Forró (pronounced foh-HO) is a specific style of dance music from northeastern Brazil, an area known for its strong cultural influence and wide variety of musical styles. Nothing makes Curto and his band happier than an audience that likes to get up and dance in the aisles. They’ll be inviting audience members to do just that when they perform at Antioch. This is the second piece of a two-piece pilot project presented by Cityfolk with support from the Morgan Family Foundation. The first piece took place in February when saxophonist Jane Bunnett and her band, The Spirits of Havana, performed at Kelly Hall.

“We’re test-driving a world music series,” said Dave Barber, director of programs for Cityfolk, a presenter of traditional and ethnic performing arts in Dayton.

“Arts organizations are starting to hear more and more from communities that they would like programs brought into their community,” said Barber. “This is a pilot program to see how a potential ongoing music series would be received in Yellow Springs.”

As with Jane Bunnett and her band, Rob Curto’s band will also be conducting hands-on workshops on Friday at the McKinney School and Yellow Springs High School as part of the series.

Rob Curto’s Sanfona Project (Sanfona means accordion in Portuguese) includes vocalist and dancer Liliana Araújo, electric bassist Mike Lavalle, and drummer and percussionist Scott Kettner. Kettner’s own band, Nation Beat, has performed several times at Peach’s Grill.

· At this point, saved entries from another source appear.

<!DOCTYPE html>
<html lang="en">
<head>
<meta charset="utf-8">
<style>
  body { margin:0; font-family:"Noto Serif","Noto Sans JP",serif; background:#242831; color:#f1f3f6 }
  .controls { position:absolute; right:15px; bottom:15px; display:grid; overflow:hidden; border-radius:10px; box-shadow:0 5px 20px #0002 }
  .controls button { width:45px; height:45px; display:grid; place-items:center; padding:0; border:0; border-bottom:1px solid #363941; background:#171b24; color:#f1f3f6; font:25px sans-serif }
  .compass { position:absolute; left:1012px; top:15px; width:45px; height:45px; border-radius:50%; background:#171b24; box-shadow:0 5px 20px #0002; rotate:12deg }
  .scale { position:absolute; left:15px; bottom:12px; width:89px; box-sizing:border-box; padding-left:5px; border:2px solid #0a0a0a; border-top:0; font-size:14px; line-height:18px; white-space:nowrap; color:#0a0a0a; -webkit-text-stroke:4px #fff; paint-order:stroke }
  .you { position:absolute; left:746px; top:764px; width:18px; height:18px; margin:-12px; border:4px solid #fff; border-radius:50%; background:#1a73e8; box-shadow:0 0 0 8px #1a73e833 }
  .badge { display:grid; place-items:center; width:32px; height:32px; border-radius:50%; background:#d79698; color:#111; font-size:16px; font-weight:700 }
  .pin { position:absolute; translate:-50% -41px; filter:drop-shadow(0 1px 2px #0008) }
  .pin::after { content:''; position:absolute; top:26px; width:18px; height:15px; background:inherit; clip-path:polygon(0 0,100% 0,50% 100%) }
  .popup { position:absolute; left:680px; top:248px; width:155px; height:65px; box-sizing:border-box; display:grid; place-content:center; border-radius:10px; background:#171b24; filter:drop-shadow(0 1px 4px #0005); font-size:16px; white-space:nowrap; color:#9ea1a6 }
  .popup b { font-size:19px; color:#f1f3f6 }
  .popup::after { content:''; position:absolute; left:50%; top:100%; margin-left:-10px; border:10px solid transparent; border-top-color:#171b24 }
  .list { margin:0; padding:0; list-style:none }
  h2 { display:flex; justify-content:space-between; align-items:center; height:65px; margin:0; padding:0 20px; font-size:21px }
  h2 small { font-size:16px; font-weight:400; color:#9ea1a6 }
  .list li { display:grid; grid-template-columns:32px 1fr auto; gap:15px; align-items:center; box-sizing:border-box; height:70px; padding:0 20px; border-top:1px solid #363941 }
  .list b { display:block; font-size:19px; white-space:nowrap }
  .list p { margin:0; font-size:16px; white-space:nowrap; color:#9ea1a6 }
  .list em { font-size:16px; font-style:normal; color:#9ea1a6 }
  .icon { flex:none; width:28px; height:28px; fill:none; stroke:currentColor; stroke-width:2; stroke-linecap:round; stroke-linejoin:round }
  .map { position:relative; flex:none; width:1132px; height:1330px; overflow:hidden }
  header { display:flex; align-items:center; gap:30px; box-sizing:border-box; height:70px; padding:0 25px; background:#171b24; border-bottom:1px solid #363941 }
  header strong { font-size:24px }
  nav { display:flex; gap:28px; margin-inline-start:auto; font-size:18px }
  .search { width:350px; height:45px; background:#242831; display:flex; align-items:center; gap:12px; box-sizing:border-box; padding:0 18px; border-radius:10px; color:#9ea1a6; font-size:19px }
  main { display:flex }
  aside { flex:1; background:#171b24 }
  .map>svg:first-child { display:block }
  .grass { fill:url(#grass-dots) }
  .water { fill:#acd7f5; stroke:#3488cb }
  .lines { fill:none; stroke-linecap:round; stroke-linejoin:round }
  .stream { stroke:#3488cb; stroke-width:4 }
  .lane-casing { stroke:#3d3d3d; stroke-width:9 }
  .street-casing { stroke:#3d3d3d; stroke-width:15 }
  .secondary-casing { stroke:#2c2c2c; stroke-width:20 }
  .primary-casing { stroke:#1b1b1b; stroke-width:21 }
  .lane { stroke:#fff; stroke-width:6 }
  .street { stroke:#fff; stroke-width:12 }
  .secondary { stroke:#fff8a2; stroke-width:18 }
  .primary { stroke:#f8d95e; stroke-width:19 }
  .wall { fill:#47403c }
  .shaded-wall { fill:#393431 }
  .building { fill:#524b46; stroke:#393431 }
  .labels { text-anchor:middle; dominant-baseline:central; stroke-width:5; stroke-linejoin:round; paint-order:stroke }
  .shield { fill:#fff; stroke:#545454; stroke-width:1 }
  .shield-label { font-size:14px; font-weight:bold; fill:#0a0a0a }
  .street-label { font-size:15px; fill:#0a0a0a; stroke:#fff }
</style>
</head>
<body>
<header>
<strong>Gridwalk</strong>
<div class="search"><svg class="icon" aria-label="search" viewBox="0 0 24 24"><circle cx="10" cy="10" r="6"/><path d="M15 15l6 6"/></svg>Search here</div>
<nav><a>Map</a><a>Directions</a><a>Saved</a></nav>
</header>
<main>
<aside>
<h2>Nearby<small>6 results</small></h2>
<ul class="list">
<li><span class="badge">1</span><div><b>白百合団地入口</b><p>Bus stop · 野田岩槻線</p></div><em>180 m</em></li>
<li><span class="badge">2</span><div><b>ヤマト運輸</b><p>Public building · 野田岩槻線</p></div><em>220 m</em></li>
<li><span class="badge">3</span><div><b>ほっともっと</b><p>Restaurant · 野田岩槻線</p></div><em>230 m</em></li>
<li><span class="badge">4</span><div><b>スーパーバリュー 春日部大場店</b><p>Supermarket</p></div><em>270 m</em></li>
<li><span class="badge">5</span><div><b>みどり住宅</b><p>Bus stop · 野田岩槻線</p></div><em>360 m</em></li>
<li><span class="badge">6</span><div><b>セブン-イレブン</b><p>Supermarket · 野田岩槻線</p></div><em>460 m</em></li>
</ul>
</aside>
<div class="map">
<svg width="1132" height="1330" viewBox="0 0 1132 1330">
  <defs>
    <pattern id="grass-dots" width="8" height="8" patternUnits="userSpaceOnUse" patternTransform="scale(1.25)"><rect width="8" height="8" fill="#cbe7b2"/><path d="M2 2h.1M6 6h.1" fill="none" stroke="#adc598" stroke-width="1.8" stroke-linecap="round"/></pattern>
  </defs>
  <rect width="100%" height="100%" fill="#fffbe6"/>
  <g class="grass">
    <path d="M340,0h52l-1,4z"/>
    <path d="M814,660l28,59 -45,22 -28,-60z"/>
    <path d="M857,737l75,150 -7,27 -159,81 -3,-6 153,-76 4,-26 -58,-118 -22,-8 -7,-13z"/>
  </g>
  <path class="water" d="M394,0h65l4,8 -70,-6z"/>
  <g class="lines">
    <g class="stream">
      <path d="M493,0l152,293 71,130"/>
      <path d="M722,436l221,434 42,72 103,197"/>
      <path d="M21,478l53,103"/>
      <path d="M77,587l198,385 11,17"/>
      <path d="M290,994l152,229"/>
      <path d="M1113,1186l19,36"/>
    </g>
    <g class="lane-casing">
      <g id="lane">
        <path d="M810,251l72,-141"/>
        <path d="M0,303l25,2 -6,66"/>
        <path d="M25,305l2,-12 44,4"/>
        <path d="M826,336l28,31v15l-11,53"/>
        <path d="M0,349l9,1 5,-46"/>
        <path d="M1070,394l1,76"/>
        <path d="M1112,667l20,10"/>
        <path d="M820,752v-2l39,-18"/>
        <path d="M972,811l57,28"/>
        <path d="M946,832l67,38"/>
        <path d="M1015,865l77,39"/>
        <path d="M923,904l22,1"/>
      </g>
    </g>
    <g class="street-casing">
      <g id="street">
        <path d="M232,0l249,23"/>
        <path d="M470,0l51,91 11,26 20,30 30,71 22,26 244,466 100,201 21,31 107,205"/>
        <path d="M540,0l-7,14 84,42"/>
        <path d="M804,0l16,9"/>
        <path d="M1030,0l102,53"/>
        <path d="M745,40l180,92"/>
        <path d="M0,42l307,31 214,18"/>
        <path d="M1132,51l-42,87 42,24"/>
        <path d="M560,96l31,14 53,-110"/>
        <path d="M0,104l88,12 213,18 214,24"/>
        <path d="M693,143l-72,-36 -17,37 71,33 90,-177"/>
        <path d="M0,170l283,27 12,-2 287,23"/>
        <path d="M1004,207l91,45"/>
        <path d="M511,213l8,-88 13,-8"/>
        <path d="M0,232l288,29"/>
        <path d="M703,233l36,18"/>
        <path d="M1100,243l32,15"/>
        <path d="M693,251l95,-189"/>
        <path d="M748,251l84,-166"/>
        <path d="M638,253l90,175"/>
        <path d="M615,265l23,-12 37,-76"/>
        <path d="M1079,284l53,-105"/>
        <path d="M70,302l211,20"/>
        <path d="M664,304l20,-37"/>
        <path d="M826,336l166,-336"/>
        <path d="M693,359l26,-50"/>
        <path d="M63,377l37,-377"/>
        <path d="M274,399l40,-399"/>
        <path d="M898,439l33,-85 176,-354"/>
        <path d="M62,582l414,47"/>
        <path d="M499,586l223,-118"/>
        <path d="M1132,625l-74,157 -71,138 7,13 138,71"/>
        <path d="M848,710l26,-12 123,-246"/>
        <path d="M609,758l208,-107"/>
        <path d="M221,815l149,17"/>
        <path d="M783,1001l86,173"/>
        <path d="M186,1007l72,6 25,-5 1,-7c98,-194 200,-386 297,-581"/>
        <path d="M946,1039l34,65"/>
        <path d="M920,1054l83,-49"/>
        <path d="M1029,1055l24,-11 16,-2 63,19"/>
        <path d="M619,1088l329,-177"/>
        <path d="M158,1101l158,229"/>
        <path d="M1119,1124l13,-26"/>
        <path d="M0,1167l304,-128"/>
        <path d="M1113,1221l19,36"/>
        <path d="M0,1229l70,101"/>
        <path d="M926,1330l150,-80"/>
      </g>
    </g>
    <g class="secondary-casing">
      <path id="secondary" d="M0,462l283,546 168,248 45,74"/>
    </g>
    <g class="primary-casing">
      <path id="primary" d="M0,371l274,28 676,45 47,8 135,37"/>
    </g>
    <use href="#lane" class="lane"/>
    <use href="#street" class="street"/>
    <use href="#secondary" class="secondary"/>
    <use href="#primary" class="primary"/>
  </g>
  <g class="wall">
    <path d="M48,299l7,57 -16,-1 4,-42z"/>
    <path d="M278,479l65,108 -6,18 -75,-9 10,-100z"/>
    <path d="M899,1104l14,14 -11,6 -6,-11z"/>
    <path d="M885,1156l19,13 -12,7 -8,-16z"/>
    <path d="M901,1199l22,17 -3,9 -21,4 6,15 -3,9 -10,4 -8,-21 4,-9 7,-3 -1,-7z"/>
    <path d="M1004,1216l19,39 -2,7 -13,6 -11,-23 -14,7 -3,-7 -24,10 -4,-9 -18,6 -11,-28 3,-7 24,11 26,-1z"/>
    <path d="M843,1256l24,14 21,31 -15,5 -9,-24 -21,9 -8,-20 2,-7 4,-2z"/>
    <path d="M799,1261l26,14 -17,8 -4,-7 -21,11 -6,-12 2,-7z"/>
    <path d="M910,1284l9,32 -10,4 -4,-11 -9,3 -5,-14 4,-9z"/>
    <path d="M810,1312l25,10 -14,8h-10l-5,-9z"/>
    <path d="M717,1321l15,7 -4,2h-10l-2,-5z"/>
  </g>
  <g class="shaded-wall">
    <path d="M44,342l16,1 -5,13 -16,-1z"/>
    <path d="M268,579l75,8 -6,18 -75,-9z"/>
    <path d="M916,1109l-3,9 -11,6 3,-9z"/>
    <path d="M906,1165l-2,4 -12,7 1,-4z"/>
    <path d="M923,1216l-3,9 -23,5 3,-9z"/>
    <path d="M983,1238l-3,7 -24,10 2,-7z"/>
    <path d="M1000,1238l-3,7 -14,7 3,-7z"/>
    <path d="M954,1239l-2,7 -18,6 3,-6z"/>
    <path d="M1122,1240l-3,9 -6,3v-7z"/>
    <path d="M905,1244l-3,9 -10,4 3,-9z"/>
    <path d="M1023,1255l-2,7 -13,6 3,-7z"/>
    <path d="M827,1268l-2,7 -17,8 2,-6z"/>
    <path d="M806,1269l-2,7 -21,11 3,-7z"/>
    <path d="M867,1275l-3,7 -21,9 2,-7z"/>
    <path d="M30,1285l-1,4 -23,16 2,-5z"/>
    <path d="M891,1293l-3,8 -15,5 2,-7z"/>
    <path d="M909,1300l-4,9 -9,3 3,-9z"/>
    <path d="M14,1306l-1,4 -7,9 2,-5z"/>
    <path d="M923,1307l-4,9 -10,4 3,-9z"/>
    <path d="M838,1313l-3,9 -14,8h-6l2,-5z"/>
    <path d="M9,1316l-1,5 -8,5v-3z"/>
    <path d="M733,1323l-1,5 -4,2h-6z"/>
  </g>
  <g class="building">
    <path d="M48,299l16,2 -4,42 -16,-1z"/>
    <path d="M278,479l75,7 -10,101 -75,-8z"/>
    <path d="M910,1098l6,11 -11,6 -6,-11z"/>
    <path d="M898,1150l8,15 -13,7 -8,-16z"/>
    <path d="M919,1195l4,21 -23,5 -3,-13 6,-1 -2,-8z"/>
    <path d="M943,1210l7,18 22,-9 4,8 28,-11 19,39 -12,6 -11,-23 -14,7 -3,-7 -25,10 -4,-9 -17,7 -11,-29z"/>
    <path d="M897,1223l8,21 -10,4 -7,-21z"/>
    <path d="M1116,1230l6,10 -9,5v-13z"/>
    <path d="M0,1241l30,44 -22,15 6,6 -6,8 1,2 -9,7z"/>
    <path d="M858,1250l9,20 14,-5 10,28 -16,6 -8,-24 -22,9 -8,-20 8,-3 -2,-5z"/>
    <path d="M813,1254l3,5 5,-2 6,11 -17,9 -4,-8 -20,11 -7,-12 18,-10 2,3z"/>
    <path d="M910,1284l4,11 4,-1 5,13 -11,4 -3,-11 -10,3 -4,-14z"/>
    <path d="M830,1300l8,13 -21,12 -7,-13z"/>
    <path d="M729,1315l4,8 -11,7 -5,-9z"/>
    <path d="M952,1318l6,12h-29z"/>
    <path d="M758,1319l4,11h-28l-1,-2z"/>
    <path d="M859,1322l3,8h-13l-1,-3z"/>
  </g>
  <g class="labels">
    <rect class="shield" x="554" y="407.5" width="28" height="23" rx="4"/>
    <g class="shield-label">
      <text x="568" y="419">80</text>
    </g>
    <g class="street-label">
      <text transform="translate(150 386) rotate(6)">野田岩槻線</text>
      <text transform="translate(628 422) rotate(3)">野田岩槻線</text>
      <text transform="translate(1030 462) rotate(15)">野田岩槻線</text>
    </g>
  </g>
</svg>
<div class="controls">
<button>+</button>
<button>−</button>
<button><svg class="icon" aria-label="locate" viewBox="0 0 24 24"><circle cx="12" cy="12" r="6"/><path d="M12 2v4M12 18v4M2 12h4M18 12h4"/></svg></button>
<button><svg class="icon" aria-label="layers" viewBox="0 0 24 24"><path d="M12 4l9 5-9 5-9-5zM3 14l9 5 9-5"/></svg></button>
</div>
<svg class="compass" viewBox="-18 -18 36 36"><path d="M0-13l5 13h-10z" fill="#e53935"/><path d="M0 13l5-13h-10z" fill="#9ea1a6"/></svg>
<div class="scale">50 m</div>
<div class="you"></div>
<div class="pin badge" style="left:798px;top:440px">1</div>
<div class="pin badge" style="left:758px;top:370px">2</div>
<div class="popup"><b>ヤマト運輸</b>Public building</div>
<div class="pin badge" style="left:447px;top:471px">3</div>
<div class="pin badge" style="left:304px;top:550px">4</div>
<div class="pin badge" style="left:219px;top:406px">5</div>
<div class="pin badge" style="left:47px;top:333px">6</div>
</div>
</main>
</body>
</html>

“It’s actually one of our favorite stops in the Midwest,” said Kettner. “People seem very open in Yellow Springs and love to dance to anything that has a good beat.”

If all goes well, this pilot project could expand into something larger.

“When we get to the other side and see how both pieces of this project have been received,” Barber said, “we’ll look closely at the potential for offering it next year.”

Cityfolk has also been in the loop on developments regarding a new performing arts center for Yellow Springs.

“We’re very interested in the potential for that facility being home to what we do,” he adds. “We’re interested in investing in Yellow Springs.”

* The author is a freelance writer for the News.